Their policies literally kill thousands of Americans per year when enacted. More harmful than organized crime has ever been. They don’t care. They’re not about serving the American people.
It’s hard to have a reasonable political discussion when one side is unwittingly backing organized crime but has to be referred to as ‘just good people who have different opinions on the best things for the country’. They’re not. A century ago it was patriotism is said the last refuge of the scoundrel, but the scoundrels are still enjoying undeserved presumption of patriotism — as they clumsily call themselves things like the ‘Freedom caucus’ (thou dost protest too loudly).
Republicans are literally organized crime — but worse in many ways.
What did organized crime every want? To profit from things harmful to people.
Drugs, prostitution, loan sharks, gambling, extortion and more.
How is that any worse than backing polluters, reducing healthcare, making drugs far more expensive and unavailable, destroying our climate and environment for profits?
Yet we’ll keep referring the Republican Party and the voters they have fooled as ‘the other major respectable party, who we have reasonable disagreements with’.
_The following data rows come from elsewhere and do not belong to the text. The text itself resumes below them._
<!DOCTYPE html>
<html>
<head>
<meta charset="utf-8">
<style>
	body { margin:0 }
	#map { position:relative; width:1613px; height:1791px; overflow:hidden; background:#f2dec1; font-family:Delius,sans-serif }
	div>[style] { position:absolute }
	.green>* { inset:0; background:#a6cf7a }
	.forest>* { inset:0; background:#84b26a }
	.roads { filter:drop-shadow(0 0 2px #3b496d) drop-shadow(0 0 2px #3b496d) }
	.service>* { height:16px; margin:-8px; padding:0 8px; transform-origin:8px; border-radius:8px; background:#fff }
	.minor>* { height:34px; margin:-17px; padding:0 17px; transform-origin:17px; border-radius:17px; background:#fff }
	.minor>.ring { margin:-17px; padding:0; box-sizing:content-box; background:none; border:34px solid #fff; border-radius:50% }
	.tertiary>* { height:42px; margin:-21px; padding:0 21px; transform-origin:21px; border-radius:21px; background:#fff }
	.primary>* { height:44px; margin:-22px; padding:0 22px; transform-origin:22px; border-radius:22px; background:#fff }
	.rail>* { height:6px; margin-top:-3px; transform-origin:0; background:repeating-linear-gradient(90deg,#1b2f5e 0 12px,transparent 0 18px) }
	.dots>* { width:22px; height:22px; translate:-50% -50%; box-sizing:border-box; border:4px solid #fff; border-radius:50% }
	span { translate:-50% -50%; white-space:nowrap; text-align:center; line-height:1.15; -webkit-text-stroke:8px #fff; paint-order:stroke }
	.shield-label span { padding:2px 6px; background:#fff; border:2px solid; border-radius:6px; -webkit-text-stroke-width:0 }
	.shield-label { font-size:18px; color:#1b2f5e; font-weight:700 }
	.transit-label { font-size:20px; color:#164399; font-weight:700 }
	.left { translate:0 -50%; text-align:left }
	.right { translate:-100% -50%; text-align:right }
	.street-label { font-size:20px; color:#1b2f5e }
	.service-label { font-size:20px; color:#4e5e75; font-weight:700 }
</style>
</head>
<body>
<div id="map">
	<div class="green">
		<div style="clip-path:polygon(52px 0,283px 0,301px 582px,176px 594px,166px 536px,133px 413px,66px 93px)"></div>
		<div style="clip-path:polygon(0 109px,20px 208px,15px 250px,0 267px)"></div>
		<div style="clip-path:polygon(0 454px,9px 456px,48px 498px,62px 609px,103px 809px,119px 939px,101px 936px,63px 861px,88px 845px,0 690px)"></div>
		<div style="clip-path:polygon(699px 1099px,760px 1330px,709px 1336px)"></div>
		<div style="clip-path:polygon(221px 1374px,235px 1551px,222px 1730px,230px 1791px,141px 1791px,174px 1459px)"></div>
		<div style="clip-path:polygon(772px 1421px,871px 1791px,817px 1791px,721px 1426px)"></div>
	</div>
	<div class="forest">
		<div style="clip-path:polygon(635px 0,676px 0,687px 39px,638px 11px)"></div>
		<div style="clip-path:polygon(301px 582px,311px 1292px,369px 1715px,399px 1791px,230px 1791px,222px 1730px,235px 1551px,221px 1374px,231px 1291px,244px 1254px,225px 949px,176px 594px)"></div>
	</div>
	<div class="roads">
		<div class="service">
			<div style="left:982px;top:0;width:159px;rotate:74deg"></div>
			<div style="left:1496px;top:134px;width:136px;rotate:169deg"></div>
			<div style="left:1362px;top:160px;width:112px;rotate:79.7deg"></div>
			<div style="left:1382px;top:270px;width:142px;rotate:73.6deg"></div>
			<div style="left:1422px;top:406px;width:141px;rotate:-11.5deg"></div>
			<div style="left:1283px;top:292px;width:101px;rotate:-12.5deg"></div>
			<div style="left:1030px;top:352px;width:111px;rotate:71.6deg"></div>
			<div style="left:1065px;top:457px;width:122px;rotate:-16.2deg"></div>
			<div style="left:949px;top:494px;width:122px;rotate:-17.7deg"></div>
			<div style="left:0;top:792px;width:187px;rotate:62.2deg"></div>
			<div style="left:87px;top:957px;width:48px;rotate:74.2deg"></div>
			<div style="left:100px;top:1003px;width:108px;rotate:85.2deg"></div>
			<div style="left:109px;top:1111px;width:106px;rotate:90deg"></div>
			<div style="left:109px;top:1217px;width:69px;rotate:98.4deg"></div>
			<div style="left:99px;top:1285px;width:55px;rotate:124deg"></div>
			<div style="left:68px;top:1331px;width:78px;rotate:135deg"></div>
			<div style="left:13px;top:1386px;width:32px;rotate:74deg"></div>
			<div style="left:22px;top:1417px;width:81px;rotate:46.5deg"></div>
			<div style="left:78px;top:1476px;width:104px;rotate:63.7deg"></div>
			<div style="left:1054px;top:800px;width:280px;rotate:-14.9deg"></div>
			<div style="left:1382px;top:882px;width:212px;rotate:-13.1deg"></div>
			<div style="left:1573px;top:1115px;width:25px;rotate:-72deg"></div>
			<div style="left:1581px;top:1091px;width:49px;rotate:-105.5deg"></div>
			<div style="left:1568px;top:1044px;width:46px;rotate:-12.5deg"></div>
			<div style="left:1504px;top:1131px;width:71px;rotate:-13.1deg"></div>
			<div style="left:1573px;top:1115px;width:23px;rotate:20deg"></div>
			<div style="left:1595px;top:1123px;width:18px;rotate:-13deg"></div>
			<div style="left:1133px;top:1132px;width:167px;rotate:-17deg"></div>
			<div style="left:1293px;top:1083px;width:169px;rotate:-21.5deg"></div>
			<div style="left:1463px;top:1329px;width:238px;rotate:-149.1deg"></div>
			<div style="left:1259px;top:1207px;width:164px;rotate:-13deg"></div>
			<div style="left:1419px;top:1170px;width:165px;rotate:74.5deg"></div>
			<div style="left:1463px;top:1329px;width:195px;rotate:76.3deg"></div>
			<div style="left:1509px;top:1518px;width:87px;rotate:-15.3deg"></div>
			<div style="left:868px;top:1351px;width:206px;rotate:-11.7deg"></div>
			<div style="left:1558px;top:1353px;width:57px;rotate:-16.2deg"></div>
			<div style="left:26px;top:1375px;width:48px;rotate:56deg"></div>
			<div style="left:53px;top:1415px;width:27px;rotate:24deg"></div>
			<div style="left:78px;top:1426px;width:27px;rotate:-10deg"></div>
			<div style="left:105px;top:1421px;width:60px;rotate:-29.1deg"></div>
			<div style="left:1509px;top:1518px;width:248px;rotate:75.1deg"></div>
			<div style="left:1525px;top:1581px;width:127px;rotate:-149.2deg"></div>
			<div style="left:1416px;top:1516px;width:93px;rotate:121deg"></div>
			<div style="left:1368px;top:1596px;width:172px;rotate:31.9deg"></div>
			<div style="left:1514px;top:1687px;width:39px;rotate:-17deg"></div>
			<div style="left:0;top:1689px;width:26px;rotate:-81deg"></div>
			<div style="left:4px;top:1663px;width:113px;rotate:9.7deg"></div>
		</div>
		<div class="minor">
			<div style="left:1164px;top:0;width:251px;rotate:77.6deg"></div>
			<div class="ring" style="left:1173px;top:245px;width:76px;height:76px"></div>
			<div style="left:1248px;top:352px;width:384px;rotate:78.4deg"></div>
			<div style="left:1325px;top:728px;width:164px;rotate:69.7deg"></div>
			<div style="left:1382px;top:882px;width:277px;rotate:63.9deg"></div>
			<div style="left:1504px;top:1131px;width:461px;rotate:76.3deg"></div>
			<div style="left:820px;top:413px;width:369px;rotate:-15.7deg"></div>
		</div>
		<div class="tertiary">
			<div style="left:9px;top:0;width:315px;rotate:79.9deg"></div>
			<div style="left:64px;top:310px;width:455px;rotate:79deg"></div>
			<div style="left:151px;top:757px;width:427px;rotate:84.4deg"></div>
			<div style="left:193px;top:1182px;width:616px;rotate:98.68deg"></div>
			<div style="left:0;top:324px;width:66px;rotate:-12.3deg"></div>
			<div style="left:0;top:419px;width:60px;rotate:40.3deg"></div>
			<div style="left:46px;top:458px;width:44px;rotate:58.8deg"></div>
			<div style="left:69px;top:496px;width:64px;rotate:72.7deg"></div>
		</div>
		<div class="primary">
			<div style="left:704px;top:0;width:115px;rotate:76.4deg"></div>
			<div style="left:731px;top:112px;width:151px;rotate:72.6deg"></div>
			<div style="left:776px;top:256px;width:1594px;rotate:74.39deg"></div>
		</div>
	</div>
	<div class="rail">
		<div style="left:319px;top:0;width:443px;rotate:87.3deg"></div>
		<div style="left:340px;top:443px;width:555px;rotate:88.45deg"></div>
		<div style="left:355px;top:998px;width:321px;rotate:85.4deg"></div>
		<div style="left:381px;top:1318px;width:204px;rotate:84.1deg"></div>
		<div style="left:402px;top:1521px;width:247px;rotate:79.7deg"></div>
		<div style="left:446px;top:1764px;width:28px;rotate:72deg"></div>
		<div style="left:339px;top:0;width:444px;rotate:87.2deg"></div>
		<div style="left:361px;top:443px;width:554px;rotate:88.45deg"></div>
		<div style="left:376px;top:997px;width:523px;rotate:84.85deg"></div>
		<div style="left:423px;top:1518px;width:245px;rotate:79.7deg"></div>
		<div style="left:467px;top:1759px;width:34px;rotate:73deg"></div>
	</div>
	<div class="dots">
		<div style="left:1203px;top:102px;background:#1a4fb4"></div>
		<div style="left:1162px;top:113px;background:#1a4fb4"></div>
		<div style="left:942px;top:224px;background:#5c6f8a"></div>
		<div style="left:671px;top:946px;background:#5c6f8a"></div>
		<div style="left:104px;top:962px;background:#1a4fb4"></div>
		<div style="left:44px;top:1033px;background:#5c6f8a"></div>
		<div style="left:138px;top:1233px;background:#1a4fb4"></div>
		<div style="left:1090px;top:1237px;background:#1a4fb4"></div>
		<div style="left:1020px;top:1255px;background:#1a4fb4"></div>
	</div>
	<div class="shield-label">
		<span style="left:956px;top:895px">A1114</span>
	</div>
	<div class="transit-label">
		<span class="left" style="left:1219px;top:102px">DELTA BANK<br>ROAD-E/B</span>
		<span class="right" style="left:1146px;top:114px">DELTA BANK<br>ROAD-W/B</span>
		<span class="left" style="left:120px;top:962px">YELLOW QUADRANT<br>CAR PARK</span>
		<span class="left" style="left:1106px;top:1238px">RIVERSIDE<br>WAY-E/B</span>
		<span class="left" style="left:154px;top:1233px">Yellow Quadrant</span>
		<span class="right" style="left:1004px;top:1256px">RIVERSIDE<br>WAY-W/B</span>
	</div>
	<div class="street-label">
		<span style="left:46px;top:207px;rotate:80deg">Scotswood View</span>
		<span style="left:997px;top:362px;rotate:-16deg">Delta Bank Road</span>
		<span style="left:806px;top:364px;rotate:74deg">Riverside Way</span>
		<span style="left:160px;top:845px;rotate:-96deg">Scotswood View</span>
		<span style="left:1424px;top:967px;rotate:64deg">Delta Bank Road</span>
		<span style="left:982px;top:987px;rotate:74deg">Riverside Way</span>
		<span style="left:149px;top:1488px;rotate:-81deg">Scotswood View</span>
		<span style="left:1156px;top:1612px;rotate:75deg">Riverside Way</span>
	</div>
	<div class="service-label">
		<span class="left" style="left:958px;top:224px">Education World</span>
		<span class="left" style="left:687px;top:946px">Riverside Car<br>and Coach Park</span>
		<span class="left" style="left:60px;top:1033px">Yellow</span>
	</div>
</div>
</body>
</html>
if a Republican politician had the qualities their voters assume they do — any decency or public interest — they’d be driven from the party by the rest as fast as a mobster who suggested to the others they should stop hurting people, the money just isn’t worth it. It really does function as an organized crime family.
And I think that’s how it should be referred to in political discussion.
Ya, at first people react with the normal shock, ‘but that sounds radical’.
The truth does that when lies are accepted.
Let’s attack the Republican Party for being anti-America as it is, not only incorrect on policies.
When Democrats don’t treat them as what they are, it sends a message they must not be.